Within the context of this study, we defined the CFIR domains as: I. Innovation—The act of health service-employed AH professionals supervising or co-supervising students on a clinically relevant research project undertaken as part of students’ professional degree qualification program; II. Outer Setting—The external social and political context including Australian and Queensland government policies and in particular, aspects related to universities in the local area offering AH degree programs, and their students; III. Inner Setting—The employees, departments, systems, policies and resources of a tertiary hospital and health service located in south-east Queensland; IV. Characteristics of Individuals—Those of the people employed within the inner setting, specifically, AH professionals and specialist research staff; V. Process—The process of conducting the collaborative student research project (the innovation) in its entirety from planning, engaging individuals within the inner and outer settings, executing the project and its evaluation.

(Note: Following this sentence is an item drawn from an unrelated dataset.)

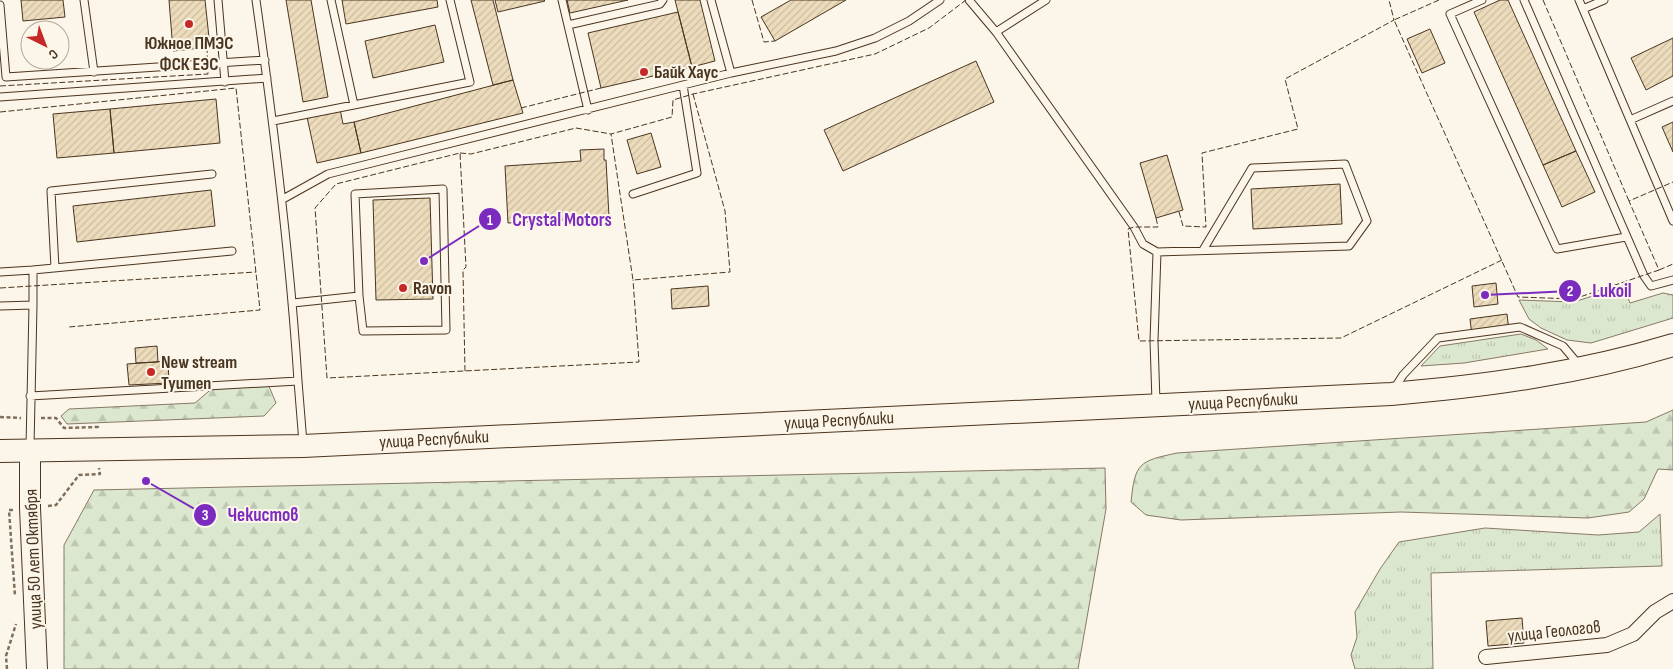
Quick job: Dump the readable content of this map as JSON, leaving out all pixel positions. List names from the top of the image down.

The CFIR codebook template [11] was annotated with definitions adapted to the study context. The only major change from the CFIR template construct definitions of relevance to our final results was ‘2A Outer Setting: Needs and resources of those served by the organisation’, usually interpreted as patients within a health care setting. We recoded this as ‘Needs and resources of students’ referring to those involved in the collaborative research projects, an aspect that emerged as important in project progression. A single researcher (RA) systematically coded transcripts to constructs outlined in the CFIR using the annotated codebook as a reference. Coded excerpts were reviewed by LH and KW, with discussion amongst the study team to refine understanding and interpretation of participant stories and arrive at consensus on the barriers and facilitators of key importance. Inclusion and exclusion criteria were refined iteratively throughout the analysis process, to manage overlap between constructs, ensure consistency and clarify concepts for the writing up phase. As familiarity with both data and use of the CFIR increased, the framework was modified slightly from the constructs identified a priori during interview guide development (Additional file 1). Where available, data from clinicians was triangulated with that from research fellow participants. Data organisation and coding was facilitated by use of NVivo (QSR International Pty Ltd). The lead researcher recorded changing ideas over the course of the study within a reflexive research journal, which alongside spreadsheet summaries of participant experiences and memos against CFIR template definitions, provided an audit trail of analysis.


Fourteen of 16 AH professionals approached consented to interview and recounted their experiences with student research projects. The majority of those working in clinical roles (10/11) were employed at senior or advanced practice levels. Two held post-graduate research qualifications (PhD, MPhil), two others were studying towards these and the remainder had either no prior research experience or limited involvement as team members on studies lead by other investigators. Clinicians described collaborations on 18 projects with 24 students, with three clinicians describing their experiences across multiple projects with different students. Research fellows described their formal or informal involvement in some of these collaborations, as well as involvement in other student projects additional to those described by clinician participants. Research fellow participants comprised three of five allied health research fellows employed within the health service at the time of the study and included two of the study authors (KW, LH). Participant demographics and student research project collaborations are summarised in Table 1.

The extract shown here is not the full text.